Segment Start: RECORDS SUPPLIED

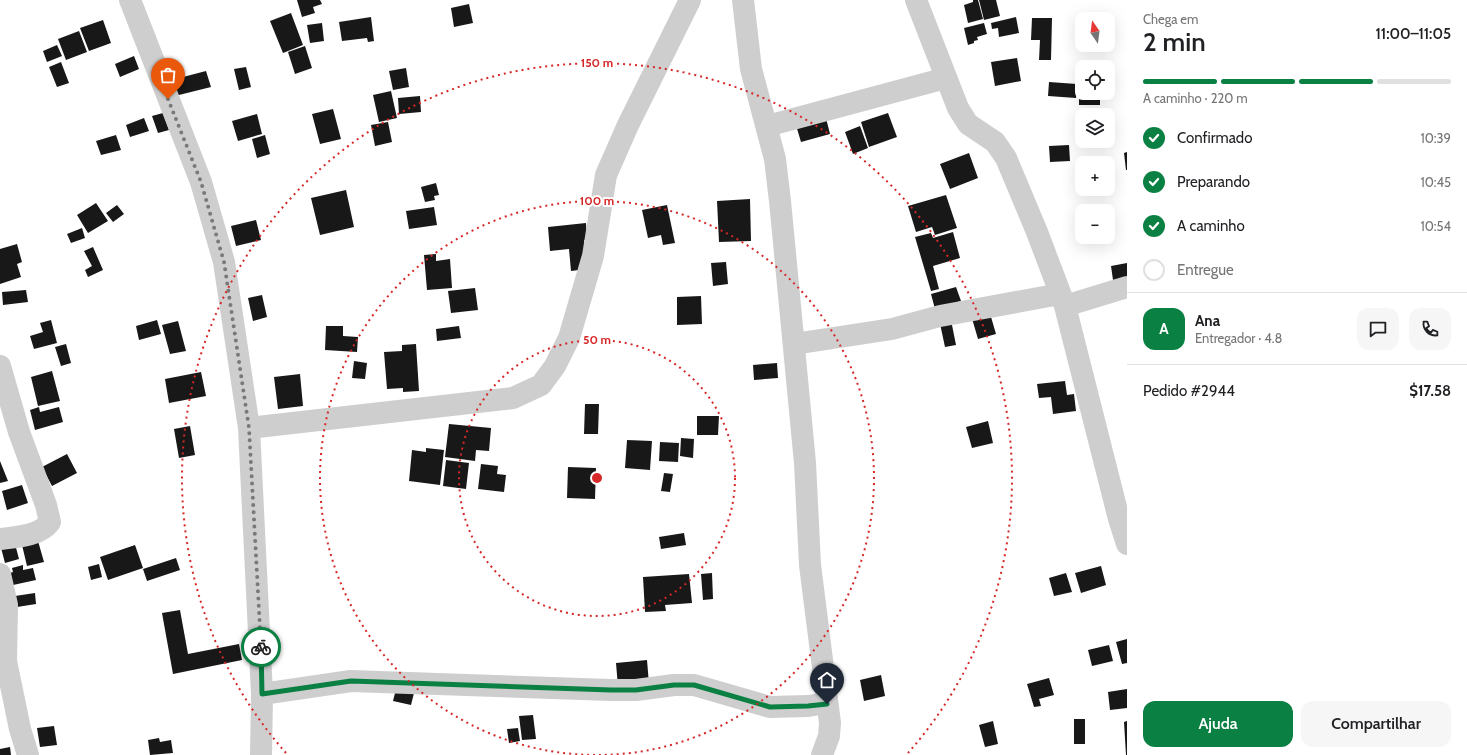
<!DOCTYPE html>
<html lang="pt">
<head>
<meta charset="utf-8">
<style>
  body { margin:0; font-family:Cabin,sans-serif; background:#f6f6f6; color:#202124; height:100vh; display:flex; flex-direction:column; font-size:15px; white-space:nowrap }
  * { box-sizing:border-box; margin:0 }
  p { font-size:13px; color:#757577 }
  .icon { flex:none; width:22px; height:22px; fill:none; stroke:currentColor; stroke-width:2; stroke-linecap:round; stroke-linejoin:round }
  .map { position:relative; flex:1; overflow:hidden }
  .side { display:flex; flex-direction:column; background:#fff; width:340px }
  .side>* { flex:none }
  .needle { width:26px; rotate:346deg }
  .controls { position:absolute; left:1075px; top:12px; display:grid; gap:8px }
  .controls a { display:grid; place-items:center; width:40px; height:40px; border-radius:8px; background:#fff; box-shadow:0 4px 16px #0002; font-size:20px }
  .pin { position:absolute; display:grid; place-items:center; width:34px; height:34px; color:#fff; margin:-41px -17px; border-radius:50% 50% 50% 0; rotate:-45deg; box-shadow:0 0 4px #0007 }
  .pin .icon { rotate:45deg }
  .courier { position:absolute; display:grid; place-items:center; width:40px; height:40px; margin:-20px; border:3px solid #0b8043; border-radius:50%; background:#fff; color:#222; box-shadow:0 1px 5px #0007 }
  .summary em { font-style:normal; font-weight:600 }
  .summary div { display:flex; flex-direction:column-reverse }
  .summary { display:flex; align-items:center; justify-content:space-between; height:68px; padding:0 16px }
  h1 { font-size:26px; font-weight:600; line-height:30px }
  .bar { display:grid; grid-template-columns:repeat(4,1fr); gap:6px 4px; align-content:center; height:48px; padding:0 16px }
  .bar i { height:5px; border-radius:3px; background:#e0e0e0 }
  .bar .selected { background:#0b8043 }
  .bar p { grid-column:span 4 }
  .line { display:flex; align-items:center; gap:10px; padding:0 16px; border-top:1px solid #e0e0e0 }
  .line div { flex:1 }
  .round { display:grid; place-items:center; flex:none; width:42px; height:42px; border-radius:12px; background:#f6f6f6 }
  ol { padding:0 16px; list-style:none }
  li { display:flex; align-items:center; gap:12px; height:44px }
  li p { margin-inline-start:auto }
  li .icon { padding:4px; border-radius:50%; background:#0b8043; color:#fff; stroke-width:4 }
  li:last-child { color:#757577 }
  li i { width:22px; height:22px; border:2px solid #e0e0e0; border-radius:50% }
  .cta { display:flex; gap:8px; margin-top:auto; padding:8px 16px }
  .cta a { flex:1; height:46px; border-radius:12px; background:#0b8043; color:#fff; font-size:16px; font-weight:600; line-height:46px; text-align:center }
  .cta a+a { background:#f6f6f6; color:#202124 }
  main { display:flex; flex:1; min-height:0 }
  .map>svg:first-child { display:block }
  .building { fill:#181818 }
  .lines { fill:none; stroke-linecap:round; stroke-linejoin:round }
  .minor { stroke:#cecece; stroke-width:22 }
  .done { stroke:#797979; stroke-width:4; stroke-dasharray:0 7.2 }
  .route { stroke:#0b8043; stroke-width:5 }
  .ring { fill:none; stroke:#d62828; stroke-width:2; stroke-dasharray:2 4 }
  .centre { fill:#d62828; stroke:#fff; stroke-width:2 }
  .ring-label { font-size:12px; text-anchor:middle; font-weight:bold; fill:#d62828; stroke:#fff; stroke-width:4; stroke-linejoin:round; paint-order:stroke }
</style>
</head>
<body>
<main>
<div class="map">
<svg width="1127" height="755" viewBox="0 0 1127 755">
  <rect width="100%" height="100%" fill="#fff"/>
  <path class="building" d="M297 0H320L322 4 313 7 315 13 302 17Z
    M973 0H978L983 19 968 23 964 5 973 2Z
    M979 0H996L1000 16 984 20Z
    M469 4 473 23 454 27 451 8Z
    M291 13 303 45 283 53 270 21Z
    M371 17 374 41 368 42 367 38 342 41 339 22Z
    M1016 17 1019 33 999 37 998 28 992 29 991 23Z
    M1032 18H1052L1051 60H1039L1040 40H1031Z
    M103 20 111 43 89 51 80 28Z
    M322 23 324 41 310 43 307 25Z
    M984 23 987 34 977 37 978 40 974 41V43L968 45 964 28Z
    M79 31 87 52 66 60 58 39Z
    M57 45 62 56 47 62 43 51Z
    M305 46 312 68 295 74 288 52Z
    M134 56 139 69 120 77 115 64Z
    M1017 58 1021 81 995 86 991 62Z
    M61 62 69 83 57 87 49 67Z
    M246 67 251 87 239 90 234 69Z
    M406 68 409 87 393 90 389 71Z
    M181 69 183 77 206 71 211 87 175 96 169 73Z
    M1049 82 1077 84 1076 98 1048 96Z
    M1079 85H1082V93H1100V105H1079Z
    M391 91 397 118 379 122 373 95Z
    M420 96 421 112 399 114 398 98Z
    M333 109 341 139 320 144 312 114Z
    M163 113 169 130 158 133 152 116Z
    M888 113 897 137 869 147 861 122Z
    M257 114 262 134 238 141 232 121Z
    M825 114 830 134 801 142 795 122Z
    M144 118 149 131 130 137 126 125Z
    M388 122 392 142 375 146 371 125Z
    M860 126 868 148 853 154 845 132Z
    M116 135 121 150 101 155 96 141Z
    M265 135 270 154 257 158 252 139Z
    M1069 145 1070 161 1050 162 1049 146Z
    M1127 152V170H1126L1124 153Z
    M969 153 978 178 950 189 940 164Z
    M436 183 439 195 434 196 435 200 425 202 421 187Z
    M346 190 354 227 320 235 311 198Z
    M946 195 957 228 935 235 932 227 916 232 908 206Z
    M750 199 751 241 719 242 717 201Z
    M96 203 108 221 88 233 77 215Z
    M117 205 124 214 113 222 106 213Z
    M667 205 675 243 663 245 661 235 648 238 642 210Z
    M434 207 437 225 409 229 406 211Z
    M256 220 261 240 236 246 231 226Z
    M586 223 587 240H584L587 269 571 271 569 249 550 251 548 227Z
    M82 228 85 238 71 243 67 234Z
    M953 232 960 258 933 266 939 289 931 291 915 237 931 233 933 238Z
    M17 244 22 262 17 264 21 277 0 284V249Z
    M93 247 103 270 88 277 85 270 92 266 84 251Z
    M436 254V261L450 259 452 288 427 290 424 255Z
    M726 262 728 284 713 286 711 263Z
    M1127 263V278L1113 280 1111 266Z
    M956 287 961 301 935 309 931 294Z
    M475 288 478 310 451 313 448 291Z
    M26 290 28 302 3 305 2 292Z
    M262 295 267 317 253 321 248 298Z
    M701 296 702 324 677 325V297Z
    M989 310 996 334 978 339 971 315Z
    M939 319 952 325 956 345 945 347Z
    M51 320 57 343 34 349 30 336 43 332 40 323Z
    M157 320 161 334 139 340 136 326Z
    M178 321 186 351 170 354 162 325Z
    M326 326H343V336L358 337 357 352 325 350Z
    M459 326 461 338 437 341 436 329Z
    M66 344 71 363 61 366 55 347Z
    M416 344 419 391 403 392V388L387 389 384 352 402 351V345Z
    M354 361 367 363 365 379 352 378Z
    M777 363 778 378 754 380 753 365Z
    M52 371 60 401 38 406 31 377Z
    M201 372 206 396 169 403 165 379Z
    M300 374 303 406 278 409 274 377Z
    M1065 381 1067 395 1074 394 1076 411 1053 414 1051 397 1039 398 1037 384Z
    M585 404H599L598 434H584Z
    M39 407 40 412 59 407 63 422 35 430 30 410Z
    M697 416H719L718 435H697Z
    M988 421 993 443 972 448 966 427Z
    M449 424 491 428 489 451 476 450 475 461 445 457Z
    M190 426 195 455 179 458 174 429Z
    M681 438 694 439 693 458 680 456Z
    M627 440 652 441 650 470 625 468Z
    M660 442 679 443 678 462 659 461Z
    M426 448 444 450 440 485 409 481 412 450 426 452Z
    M67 454 77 473 52 486 42 467Z
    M446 460 469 463 466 489 443 486Z
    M0 461 8 481 0 483Z
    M481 464 498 466 497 474 506 475 504 492 478 489Z
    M568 467 596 468 595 499 567 498Z
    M664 473 673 474 670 492 661 491Z
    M22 485 28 503 7 510 2 491Z
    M684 533 686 545 661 549 659 537Z
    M14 540 19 559 5 563 0 544Z
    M38 541 44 562 27 566 22 545Z
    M135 545 143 568 108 580 100 557Z
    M176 558 180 570 147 581 143 569Z
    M99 564 102 577 91 580 88 567Z
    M23 565V570L33 568 36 580 13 585 10 573 13 572 12 568Z
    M1101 566 1106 585 1081 593 1075 573Z
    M712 573 713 599 703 600 701 574Z
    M1066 573 1072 592 1054 596 1049 578Z
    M689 574 692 603 665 605 666 611 645 612 643 577Z
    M35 593 36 604 17 607 15 596Z
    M180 610 188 654 239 644 242 660 173 674 162 613Z
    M1127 639V663L1122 664 1116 642Z
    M1109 645 1113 661 1092 666 1088 650Z
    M647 660 649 684 618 687 616 663Z
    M881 675 885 696 864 701 860 680Z
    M1049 678 1054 695 1039 699 1041 706 1034 707 1027 684Z
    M396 689 414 693 411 705 393 701Z
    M1127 689V708L1110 710 1108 692Z
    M533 715 536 739 522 740 519 716Z
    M1074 719H1085V744H1074Z
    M993 721 998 744 985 747 979 725Z
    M1127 721V755H1126L1124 722Z
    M54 726 57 745 40 747 37 728Z
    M518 728 520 741 509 743 507 729Z
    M159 738 160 742 171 740 173 753 150 755 148 740Z
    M10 747 11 755H0V749Z"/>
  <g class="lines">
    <path class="minor" d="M130 0 201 182 224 262 249 428 262 694 261 755
      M743 0 751 69 775 159 780 201 805 463 810 565 830 723 829 736 822 755
      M916 0 958 108 968 124 995 142 1006 158 1037 232 1065 306 1119 519 1127 544
      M767 126 946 78
      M1065 306 1127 287
      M794 344 892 329 940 316 1060 294
      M0 366 19 432 46 505 50 522C40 536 16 537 0 539
      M249 428 513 398 541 385 555 366 569 338 593 256 606 175 628 125 690 0
      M0 574 7 605 6 661 20 729 28 755
      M262 694 351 681 611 690H636L674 685H694L770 707 808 706 827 703"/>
  </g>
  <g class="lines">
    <path class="done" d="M168 99 201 182 224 262 249 428 261 647"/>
    <path class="route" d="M261 647 262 694 351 681 611 690H636L674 685H694L770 707 808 706 827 704"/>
  </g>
  <g class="ring">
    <circle cx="597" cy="478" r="138"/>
    <path d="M595 755A277 277 0 1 1 599 755"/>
    <path d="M286 753A415 415 0 1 1 908 753"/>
  </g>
  <circle cx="597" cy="478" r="6" class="centre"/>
  <g class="ring-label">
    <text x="597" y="67">150 m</text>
    <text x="597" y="205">100 m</text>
    <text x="597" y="344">50 m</text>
  </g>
</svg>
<div class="controls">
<a><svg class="needle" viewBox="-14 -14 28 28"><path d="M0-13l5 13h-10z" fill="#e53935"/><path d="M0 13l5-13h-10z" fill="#757577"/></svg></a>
<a><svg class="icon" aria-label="locate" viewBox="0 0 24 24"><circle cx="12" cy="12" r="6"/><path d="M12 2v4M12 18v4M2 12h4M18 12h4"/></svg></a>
<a><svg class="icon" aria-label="layers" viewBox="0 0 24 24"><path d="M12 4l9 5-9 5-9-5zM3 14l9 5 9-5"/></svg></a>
<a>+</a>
<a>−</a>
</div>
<div class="pin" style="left:168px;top:99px;background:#ea580c"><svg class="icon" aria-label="bag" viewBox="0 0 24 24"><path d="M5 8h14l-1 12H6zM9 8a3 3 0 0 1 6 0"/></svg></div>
<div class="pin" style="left:827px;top:704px;background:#1f2937"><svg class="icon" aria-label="home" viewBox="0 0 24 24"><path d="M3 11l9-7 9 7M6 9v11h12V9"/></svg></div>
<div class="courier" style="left:261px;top:647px"><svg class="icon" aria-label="bike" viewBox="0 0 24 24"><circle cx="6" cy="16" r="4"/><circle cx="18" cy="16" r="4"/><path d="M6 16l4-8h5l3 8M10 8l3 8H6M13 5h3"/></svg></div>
</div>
<section class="side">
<div class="summary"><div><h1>2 min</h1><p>Chega em</p></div><em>11:00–11:05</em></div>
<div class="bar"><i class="selected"></i><i class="selected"></i><i class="selected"></i><i></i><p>A caminho · 220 m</p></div>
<ol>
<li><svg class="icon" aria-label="check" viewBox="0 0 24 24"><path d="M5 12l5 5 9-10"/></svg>Confirmado<p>10:39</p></li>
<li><svg class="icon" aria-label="check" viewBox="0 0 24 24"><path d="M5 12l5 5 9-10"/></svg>Preparando<p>10:45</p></li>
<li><svg class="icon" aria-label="check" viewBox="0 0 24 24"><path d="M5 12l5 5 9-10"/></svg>A caminho<p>10:54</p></li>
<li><i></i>Entregue</li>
</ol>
<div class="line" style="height:72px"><b class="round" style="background:#0b8043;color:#fff">A</b><div><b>Ana</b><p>Entregador · 4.8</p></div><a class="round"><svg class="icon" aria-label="chat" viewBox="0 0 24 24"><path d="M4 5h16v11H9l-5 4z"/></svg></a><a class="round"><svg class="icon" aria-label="phone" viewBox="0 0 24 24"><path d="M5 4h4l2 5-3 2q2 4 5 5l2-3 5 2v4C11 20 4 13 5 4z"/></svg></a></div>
<div class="line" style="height:52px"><div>Pedido #2944</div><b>$17.58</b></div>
<div class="cta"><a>Ajuda</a><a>Compartilhar</a></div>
</section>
</main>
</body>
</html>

Segment End: RECORDS SUPPLIED

EXERCISE AIM:
Copy all lines of the listing above that contain the string "controls".

RESPONSE BOX:
  .controls { position:absolute; left:1075px; top:12px; display:grid; gap:8px }
  .controls a { display:grid; place-items:center; width:40px; height:40px; border-radius:8px; background:#fff; box-shadow:0 4px 16px #0002; font-size:20px }
<div class="controls">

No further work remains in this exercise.